Exhibit 3.248

             CERTIFICATE OF CHANGE OF LOCATION OF REGISTERED OFFICE
                             AND OF REGISTERED AGENT

It is hereby certified that:

            1. The name of the corporation (hereinafter called the
"corporation") is

                        EMCARE ANESTHESIA SERVICES, INC.

            2. The registered office of the corporation within the State of
Delaware is hereby changed to 2711 Centerville Road, Suite 400, City of
Wilmington 19808, County of New Castle.

            3. The registered agent of the corporation within the State of
Delaware is hereby changed to Corporation Service Company, the business office
of which is identical with the registered office of the corporation as hereby
changed.

            4. The corporation has authorized the changes hereinbefore set forth
by resolution of its Board of Directors.

Signed on AUGUST 8, 2002

                                          /s/ ROBYN E. BAKALAR
                                          --------------------
                                          ROBYN E. BAKALAR, ASSISTANT SECRETARY



                            CERTIFICATE OF AMENDMENT
                                       OF
                          CERTIFICATE OF INCORPORATION
                                       OF
                       SPECTRUM ANESTHESIA SERVICES, INC.

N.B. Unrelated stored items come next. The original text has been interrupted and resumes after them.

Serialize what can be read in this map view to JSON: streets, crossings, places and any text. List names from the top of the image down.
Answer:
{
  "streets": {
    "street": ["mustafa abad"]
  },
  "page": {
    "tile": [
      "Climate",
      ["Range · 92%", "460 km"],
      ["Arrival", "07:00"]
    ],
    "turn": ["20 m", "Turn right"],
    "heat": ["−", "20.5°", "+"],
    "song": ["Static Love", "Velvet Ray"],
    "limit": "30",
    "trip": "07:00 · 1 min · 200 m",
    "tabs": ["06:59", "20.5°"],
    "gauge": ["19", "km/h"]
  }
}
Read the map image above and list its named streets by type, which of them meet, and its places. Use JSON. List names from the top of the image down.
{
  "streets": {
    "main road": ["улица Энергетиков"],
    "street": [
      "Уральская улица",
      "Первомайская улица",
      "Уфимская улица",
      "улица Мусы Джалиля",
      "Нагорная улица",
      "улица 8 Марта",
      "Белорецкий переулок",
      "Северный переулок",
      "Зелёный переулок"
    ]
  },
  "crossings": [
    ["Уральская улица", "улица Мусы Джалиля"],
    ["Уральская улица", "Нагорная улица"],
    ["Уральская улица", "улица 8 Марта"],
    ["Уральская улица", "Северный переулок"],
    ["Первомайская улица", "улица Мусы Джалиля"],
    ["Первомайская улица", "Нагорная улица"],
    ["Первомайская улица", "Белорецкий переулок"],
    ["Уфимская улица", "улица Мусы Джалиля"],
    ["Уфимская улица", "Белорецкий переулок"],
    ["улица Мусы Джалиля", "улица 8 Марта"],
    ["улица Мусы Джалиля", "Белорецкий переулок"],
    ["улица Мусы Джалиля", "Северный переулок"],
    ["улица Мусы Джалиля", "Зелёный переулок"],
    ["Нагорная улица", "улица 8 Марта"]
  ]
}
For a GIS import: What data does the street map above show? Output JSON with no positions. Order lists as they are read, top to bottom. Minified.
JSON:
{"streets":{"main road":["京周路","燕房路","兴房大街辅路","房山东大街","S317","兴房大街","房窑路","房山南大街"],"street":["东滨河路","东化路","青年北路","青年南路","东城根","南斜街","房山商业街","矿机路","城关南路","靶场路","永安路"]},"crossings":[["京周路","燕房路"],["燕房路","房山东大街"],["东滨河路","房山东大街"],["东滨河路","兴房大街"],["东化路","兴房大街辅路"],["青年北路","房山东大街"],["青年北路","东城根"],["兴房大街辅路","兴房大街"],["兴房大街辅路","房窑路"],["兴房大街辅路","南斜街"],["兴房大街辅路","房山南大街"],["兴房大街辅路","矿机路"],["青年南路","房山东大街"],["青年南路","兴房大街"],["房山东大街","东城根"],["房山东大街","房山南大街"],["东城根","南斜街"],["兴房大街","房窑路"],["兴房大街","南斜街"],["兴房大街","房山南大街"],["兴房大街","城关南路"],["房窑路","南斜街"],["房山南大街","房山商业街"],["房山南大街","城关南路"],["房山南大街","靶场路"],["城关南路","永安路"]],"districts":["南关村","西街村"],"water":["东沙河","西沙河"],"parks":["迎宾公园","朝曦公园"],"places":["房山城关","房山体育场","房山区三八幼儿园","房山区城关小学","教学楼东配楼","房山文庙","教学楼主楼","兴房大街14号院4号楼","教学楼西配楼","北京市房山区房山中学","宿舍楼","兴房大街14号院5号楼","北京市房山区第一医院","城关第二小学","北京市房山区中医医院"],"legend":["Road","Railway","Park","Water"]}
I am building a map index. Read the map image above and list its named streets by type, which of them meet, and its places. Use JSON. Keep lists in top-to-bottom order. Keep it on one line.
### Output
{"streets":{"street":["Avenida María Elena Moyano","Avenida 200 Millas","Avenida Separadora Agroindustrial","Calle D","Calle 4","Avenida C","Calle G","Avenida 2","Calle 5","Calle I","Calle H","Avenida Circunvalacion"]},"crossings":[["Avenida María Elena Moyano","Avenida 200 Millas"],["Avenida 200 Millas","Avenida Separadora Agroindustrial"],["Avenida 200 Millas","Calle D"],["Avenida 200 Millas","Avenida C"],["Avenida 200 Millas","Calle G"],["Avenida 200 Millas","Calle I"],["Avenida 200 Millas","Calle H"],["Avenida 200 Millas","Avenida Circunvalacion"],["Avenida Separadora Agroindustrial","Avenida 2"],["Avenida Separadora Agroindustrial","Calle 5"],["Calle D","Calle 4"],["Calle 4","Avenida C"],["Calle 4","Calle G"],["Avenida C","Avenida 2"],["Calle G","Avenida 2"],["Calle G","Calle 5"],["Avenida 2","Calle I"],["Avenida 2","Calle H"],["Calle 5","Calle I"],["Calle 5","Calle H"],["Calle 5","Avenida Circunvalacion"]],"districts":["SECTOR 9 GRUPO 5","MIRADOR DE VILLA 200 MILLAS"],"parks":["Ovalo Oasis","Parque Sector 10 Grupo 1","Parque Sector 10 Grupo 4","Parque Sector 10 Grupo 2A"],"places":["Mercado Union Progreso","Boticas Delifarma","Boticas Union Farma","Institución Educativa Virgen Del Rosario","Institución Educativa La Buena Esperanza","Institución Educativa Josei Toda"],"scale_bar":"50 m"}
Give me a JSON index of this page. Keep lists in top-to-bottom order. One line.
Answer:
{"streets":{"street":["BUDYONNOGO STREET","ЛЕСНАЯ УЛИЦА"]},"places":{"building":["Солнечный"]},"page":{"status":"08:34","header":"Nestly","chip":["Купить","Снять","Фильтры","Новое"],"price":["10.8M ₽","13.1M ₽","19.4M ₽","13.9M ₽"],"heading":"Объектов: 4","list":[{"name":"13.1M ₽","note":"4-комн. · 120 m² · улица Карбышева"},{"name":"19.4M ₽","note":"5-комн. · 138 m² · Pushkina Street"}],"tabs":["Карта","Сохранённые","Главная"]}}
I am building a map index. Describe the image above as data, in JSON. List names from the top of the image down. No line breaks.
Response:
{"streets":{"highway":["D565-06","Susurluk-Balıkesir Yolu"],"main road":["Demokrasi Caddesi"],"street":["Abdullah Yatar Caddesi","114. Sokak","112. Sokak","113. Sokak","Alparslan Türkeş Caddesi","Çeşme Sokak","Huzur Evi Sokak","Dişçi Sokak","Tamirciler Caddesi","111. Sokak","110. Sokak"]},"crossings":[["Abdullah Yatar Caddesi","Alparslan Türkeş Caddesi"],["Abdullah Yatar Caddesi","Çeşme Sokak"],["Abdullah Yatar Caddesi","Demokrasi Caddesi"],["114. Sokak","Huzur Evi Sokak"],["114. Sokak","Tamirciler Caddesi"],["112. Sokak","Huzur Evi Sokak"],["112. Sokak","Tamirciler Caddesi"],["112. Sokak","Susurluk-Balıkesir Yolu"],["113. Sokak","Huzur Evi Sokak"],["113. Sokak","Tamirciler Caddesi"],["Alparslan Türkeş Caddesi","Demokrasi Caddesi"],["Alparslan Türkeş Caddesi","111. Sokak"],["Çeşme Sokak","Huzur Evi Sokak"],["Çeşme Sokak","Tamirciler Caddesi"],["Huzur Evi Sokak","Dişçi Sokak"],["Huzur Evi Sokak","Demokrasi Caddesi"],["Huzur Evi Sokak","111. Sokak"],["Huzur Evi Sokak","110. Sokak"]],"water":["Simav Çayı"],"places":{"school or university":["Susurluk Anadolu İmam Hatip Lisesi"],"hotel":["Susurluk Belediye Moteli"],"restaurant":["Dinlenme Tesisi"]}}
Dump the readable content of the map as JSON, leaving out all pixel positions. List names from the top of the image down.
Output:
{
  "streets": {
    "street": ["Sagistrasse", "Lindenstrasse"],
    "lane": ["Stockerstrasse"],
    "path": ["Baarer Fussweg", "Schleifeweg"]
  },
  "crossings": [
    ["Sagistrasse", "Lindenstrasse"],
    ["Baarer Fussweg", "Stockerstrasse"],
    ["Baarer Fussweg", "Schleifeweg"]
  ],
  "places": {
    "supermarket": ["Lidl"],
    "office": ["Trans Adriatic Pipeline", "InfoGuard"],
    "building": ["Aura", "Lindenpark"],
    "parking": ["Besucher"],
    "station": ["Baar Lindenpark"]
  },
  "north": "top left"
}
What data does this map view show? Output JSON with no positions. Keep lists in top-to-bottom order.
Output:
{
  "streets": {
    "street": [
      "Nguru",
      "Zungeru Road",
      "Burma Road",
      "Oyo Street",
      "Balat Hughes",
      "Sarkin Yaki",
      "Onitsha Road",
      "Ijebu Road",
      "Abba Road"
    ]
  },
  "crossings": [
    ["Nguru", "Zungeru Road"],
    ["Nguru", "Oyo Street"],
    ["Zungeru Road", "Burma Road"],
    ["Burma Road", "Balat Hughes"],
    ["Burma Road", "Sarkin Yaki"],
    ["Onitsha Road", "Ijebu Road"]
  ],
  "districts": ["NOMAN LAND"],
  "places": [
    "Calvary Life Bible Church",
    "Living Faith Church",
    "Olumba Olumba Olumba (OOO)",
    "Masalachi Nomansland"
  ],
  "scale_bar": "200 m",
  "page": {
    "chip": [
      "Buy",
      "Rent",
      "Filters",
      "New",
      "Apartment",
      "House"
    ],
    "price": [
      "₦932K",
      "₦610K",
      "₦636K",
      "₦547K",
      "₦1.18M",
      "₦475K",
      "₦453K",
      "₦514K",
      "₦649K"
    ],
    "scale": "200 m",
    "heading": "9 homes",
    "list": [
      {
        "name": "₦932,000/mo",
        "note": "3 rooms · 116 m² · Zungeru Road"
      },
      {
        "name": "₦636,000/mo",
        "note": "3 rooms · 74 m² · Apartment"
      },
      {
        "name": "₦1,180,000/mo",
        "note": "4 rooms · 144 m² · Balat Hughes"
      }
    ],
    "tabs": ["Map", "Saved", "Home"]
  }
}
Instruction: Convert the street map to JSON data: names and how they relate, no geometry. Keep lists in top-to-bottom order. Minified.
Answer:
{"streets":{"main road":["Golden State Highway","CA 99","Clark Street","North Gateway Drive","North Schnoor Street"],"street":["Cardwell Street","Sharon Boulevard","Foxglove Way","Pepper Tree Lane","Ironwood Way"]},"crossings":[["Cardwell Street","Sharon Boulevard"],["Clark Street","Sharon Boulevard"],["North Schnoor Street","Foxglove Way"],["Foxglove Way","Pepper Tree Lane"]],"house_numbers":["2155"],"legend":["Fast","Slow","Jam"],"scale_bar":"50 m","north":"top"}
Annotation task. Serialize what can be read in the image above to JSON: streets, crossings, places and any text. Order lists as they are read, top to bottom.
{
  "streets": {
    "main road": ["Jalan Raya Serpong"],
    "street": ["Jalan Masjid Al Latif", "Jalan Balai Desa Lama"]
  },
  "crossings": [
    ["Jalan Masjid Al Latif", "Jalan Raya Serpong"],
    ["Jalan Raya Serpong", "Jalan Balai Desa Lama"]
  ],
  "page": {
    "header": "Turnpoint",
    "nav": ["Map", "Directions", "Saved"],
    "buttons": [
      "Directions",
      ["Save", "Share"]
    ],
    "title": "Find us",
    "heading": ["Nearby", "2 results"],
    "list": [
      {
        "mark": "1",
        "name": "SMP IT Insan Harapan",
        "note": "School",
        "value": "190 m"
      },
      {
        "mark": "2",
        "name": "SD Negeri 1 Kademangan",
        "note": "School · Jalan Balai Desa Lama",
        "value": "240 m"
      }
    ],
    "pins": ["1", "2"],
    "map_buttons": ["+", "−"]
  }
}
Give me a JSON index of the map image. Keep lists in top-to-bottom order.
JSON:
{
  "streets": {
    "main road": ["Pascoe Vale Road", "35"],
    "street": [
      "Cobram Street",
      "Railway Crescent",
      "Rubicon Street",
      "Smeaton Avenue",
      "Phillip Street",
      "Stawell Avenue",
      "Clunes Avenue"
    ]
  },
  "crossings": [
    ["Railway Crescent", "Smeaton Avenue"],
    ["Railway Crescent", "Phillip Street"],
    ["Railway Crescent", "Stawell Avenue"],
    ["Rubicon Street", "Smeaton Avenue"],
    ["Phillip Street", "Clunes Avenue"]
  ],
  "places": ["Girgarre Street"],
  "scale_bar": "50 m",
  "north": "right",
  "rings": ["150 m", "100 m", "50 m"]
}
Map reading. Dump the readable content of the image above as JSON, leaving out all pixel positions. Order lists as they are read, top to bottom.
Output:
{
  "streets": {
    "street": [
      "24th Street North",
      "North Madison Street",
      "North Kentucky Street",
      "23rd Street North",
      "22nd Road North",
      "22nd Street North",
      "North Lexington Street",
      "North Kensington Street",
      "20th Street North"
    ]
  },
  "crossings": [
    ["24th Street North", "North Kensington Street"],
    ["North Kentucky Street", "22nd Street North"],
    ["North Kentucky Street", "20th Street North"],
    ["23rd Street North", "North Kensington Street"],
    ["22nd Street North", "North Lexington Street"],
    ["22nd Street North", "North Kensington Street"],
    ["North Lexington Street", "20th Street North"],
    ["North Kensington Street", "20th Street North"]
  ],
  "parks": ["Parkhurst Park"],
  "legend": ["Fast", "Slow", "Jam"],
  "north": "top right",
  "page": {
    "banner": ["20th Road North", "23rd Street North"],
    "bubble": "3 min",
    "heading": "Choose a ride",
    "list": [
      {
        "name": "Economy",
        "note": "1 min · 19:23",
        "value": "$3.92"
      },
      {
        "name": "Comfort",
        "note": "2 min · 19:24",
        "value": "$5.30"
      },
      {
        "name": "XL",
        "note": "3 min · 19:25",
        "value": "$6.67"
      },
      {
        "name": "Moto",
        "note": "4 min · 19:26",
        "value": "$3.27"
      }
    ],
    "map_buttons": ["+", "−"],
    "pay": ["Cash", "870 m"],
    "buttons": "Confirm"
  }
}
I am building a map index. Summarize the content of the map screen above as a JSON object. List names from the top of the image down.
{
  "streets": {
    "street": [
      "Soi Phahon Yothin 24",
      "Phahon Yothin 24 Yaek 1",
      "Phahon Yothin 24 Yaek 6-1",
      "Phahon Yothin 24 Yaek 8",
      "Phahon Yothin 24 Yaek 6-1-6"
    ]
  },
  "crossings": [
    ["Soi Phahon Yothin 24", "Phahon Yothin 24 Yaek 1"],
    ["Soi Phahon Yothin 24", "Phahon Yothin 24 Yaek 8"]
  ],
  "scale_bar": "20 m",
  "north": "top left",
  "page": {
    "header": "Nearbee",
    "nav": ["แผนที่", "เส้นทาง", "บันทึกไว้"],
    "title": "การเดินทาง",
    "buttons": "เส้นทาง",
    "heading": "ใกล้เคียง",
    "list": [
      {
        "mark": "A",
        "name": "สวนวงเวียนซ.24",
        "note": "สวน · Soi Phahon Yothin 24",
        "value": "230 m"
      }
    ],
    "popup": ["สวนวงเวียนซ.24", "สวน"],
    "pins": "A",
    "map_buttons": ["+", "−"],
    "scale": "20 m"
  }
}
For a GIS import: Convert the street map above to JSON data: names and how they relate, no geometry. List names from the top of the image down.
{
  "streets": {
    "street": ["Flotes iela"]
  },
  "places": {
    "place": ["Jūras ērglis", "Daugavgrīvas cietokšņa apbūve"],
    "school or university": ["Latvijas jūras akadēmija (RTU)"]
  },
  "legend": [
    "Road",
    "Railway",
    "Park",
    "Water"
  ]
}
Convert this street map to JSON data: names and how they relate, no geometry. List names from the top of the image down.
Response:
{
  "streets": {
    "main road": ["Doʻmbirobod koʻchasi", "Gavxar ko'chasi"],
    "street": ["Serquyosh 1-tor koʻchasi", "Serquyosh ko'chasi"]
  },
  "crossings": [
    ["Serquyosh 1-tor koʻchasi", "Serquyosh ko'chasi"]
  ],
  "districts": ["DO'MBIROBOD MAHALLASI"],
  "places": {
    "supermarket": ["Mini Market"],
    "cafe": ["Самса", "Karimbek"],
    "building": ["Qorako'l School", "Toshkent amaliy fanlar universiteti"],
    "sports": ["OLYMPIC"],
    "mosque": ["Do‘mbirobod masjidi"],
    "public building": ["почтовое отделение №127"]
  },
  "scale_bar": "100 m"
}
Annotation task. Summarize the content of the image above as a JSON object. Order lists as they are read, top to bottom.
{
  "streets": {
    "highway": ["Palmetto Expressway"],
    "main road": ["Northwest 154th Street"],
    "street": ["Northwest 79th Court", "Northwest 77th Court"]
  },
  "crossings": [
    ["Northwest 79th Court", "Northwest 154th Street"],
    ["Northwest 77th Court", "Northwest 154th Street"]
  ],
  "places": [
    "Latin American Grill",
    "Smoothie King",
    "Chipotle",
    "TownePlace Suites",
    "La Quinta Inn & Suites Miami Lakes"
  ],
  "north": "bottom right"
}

      Spectrum Anesthesia Services, Inc., a corporation organized and existing
under and by virtue of the General Corporation Law of the State of Delaware,
DOES HEREBY CERTIFY:

      FIRST: That the Board of Directors of the said corporation at a meeting
duly convened and held, adopted the following resolution:

      RESOLVED that the Board of Directors hereby declares it advisable and in
the best interest of the Corporation that the Article First of the Certificate
of Incorporation be amended to read as follows:

      FIRST: The name of the corporation shall be: EmCare Anesthesia Services,
Inc.

      SECOND: That the said amendment has been consented to and authorized by
the holders of a majority of the issued and outstanding stock entitled to vote
by written consent given in accordance with the provisions of Section 228 of the
General Corporation Law of the State of Delaware.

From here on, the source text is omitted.